▸ **WHAT YOU ARE ASKED TO DO**:
Show every line of the data that includes the word "content".

(Dataset entries)
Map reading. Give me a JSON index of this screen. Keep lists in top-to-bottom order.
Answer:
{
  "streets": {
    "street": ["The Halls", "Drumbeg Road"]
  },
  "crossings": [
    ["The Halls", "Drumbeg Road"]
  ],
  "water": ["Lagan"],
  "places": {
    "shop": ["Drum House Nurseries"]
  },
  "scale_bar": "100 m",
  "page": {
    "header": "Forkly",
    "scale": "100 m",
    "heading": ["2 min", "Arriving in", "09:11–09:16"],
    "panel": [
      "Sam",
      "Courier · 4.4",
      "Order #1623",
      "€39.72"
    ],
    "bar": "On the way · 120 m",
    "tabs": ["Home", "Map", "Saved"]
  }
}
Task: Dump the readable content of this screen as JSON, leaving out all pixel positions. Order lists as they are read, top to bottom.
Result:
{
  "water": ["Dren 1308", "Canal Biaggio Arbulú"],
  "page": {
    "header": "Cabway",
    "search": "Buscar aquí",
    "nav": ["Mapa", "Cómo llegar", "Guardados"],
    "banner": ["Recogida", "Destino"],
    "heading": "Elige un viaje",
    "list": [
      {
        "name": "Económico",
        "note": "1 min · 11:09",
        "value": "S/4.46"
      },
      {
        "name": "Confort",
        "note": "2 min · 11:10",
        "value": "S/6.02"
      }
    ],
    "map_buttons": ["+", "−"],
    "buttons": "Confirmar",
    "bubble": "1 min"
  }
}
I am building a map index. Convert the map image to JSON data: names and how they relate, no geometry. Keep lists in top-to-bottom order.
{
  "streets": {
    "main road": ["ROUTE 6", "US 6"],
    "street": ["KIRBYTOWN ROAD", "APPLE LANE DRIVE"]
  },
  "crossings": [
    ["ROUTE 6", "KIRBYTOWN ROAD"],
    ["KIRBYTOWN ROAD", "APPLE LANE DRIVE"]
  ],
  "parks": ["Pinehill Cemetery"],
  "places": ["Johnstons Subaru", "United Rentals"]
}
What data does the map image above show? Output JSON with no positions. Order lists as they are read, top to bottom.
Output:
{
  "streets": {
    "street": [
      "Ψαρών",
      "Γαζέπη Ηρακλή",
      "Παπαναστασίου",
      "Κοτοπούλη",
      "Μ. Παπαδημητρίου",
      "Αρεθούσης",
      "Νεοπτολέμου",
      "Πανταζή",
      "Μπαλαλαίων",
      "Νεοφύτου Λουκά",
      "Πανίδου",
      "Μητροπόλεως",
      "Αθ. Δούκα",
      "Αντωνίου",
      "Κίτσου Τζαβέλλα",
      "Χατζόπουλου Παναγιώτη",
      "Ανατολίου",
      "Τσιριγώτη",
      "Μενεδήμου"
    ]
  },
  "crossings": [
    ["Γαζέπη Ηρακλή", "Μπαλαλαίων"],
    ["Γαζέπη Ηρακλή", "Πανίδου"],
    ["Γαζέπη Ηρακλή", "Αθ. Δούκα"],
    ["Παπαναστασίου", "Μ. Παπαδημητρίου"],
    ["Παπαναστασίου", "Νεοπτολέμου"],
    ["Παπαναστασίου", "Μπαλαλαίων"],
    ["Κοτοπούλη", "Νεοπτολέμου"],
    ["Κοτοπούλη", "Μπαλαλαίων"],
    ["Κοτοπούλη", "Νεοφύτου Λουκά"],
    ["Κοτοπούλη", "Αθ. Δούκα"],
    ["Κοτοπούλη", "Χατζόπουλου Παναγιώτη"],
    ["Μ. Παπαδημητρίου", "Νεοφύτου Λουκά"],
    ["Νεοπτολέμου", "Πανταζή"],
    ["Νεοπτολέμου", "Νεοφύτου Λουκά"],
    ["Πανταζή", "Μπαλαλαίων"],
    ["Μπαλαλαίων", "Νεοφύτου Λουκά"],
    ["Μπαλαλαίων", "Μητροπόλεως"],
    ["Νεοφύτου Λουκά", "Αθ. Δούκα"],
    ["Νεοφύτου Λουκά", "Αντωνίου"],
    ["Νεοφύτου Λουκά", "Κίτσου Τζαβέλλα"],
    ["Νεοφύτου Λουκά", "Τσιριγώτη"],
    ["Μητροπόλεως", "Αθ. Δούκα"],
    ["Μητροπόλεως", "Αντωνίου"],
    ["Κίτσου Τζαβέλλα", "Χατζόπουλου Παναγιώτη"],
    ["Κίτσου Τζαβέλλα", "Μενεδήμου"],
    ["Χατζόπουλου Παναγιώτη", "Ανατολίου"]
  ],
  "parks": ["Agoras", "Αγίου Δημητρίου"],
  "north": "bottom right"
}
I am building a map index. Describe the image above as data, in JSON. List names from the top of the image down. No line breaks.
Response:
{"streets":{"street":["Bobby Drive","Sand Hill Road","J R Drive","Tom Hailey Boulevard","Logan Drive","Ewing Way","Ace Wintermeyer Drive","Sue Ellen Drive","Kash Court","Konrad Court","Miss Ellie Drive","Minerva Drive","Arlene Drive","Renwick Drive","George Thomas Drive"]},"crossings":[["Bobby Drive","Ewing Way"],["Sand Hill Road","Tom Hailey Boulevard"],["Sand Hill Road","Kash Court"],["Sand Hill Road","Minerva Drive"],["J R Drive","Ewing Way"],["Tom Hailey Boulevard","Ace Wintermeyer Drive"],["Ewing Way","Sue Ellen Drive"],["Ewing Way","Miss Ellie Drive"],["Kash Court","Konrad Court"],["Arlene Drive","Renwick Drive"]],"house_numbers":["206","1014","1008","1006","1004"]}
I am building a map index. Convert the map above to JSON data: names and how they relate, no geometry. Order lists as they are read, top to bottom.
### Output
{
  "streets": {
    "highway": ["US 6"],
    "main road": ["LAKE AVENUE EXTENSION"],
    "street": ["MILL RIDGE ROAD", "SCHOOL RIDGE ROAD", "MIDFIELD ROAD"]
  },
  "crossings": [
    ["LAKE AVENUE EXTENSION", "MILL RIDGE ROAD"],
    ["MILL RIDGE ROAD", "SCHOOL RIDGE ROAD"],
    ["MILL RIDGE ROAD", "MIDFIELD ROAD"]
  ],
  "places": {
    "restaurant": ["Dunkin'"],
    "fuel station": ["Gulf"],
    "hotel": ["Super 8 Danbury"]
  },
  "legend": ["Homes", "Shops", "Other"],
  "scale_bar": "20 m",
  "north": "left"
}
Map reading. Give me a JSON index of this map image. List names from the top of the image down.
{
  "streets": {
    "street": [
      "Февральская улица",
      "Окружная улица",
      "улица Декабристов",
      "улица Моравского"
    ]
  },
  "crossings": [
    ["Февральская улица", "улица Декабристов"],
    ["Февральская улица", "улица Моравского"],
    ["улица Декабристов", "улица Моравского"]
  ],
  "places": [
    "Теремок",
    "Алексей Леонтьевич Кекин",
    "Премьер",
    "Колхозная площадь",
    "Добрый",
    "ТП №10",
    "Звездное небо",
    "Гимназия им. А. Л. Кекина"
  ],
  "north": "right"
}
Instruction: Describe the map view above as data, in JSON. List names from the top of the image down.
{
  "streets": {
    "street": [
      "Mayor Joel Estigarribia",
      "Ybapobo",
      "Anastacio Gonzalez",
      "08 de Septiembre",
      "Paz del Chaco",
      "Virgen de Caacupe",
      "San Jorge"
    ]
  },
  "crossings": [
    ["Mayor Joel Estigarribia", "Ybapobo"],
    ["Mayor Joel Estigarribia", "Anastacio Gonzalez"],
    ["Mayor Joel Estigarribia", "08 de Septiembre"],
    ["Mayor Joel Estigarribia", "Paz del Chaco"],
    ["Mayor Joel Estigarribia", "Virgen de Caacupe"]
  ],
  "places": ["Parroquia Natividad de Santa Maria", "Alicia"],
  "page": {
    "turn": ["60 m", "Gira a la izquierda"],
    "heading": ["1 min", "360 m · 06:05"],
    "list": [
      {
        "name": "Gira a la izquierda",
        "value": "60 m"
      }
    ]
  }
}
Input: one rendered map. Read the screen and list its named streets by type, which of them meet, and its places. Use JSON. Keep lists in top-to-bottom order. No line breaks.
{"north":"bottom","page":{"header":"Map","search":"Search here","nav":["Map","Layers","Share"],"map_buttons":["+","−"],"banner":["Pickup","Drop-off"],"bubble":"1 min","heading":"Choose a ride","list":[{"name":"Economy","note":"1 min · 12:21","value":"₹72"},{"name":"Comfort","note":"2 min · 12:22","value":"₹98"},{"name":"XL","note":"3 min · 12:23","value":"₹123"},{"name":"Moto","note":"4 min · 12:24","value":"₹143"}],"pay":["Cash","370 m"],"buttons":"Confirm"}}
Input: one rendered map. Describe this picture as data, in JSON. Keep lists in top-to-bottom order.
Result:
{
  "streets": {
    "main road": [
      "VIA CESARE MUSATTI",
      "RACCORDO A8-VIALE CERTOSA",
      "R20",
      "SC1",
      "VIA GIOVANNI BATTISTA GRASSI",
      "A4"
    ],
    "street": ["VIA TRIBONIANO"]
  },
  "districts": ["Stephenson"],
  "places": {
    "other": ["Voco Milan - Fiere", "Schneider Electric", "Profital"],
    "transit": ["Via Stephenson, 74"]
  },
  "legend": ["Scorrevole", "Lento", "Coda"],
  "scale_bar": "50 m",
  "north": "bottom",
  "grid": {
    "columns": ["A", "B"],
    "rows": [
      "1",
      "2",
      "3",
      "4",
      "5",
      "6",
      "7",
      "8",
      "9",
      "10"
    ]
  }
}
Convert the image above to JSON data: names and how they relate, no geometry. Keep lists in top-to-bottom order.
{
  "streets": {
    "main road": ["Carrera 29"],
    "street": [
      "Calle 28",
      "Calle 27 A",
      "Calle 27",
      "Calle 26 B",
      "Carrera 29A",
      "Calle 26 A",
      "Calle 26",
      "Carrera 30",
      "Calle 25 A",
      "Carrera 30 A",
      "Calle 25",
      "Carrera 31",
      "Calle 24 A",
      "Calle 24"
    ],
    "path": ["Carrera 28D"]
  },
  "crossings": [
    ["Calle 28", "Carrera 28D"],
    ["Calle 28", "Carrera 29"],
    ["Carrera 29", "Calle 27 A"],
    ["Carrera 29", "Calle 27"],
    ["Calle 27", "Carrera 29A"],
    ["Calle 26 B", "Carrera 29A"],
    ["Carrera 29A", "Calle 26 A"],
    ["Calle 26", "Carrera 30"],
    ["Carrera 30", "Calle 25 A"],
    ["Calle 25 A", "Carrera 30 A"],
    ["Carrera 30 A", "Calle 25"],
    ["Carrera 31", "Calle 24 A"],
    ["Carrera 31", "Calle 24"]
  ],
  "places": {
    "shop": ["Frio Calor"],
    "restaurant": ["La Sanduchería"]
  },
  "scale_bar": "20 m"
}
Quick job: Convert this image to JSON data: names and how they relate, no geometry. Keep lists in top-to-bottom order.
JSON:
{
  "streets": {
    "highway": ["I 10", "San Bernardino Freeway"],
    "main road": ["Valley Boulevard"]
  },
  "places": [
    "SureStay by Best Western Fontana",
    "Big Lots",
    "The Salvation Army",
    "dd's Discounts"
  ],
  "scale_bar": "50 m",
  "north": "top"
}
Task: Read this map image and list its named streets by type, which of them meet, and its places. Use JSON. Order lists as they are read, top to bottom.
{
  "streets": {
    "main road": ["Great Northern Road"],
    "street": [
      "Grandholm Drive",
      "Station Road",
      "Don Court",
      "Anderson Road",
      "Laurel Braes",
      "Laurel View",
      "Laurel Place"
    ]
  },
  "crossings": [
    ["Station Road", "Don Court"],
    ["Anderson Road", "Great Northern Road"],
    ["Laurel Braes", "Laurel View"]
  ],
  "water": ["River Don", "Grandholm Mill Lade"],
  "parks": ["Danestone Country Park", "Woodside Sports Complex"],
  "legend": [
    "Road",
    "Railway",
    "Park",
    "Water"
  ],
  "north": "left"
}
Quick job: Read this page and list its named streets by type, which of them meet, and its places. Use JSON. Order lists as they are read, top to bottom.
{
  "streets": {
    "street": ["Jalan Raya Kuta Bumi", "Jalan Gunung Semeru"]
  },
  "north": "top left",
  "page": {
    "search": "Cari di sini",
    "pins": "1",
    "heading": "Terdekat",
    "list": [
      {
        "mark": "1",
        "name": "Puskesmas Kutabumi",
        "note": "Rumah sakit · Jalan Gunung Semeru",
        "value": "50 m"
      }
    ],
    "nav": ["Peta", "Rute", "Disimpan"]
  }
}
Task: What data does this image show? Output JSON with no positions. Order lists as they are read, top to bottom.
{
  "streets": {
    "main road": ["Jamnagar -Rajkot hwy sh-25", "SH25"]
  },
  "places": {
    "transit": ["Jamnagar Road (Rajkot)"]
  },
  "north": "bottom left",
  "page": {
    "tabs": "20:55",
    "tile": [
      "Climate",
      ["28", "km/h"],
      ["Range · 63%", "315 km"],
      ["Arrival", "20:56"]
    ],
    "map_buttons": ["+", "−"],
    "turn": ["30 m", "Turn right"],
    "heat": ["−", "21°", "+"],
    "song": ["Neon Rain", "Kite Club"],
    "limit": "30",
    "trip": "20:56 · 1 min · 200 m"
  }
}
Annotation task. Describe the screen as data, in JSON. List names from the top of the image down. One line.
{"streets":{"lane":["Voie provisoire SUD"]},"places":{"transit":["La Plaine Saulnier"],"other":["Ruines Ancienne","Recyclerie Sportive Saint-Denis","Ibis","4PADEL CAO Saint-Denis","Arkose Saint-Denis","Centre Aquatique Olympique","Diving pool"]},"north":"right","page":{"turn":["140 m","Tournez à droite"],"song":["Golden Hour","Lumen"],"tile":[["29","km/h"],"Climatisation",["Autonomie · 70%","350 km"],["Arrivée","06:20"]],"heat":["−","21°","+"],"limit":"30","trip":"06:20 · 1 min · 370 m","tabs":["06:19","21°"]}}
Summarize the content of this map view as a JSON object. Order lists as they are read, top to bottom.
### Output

▸ **YOUR RESPONSE**:
Task: Dump the readable content of this screen as JSON, leaving out all pixel positions. Order lists as they are read, top to bottom.
Summarize the content of this map view as a JSON object. Order lists as they are read, top to bottom.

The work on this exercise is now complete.